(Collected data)
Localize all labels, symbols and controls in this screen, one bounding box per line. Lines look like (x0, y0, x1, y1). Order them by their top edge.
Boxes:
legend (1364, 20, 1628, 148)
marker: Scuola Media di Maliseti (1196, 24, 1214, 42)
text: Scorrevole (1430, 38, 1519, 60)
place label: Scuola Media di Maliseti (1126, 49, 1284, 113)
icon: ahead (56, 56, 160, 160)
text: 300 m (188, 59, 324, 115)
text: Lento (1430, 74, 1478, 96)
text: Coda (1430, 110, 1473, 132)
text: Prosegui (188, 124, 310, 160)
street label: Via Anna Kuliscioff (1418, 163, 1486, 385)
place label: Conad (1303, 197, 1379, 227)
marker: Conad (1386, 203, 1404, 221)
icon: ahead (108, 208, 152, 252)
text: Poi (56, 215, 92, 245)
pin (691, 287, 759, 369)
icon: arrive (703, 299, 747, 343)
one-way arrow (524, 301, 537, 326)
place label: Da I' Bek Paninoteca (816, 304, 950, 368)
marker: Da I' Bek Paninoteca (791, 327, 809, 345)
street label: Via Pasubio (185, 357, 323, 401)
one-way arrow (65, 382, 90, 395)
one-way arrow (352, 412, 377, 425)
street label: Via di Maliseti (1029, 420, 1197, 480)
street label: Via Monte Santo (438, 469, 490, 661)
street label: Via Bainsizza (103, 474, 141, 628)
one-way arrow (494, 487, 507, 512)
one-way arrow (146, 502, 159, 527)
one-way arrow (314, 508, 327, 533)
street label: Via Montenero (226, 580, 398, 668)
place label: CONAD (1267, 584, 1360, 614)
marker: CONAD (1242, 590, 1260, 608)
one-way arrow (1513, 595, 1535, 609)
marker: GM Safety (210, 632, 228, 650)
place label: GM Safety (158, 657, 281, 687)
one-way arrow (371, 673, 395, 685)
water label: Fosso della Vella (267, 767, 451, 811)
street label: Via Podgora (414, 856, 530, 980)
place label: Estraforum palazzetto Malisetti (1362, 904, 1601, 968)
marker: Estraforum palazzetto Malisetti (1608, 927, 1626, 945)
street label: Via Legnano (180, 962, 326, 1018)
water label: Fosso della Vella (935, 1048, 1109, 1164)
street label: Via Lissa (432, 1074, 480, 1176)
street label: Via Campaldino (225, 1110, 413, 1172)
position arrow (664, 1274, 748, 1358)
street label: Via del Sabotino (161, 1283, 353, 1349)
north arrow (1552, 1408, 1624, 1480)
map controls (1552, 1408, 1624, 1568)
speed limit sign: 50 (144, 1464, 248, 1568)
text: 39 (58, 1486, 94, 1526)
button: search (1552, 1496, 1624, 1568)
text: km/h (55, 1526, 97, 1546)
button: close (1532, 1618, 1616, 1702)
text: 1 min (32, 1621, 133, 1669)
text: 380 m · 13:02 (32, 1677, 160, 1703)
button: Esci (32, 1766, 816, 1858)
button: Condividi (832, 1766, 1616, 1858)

What is being asked> Show all lines in the records above that hold "icon".

Answer section>
icon: ahead (56, 56, 160, 160)
icon: ahead (108, 208, 152, 252)
icon: arrive (703, 299, 747, 343)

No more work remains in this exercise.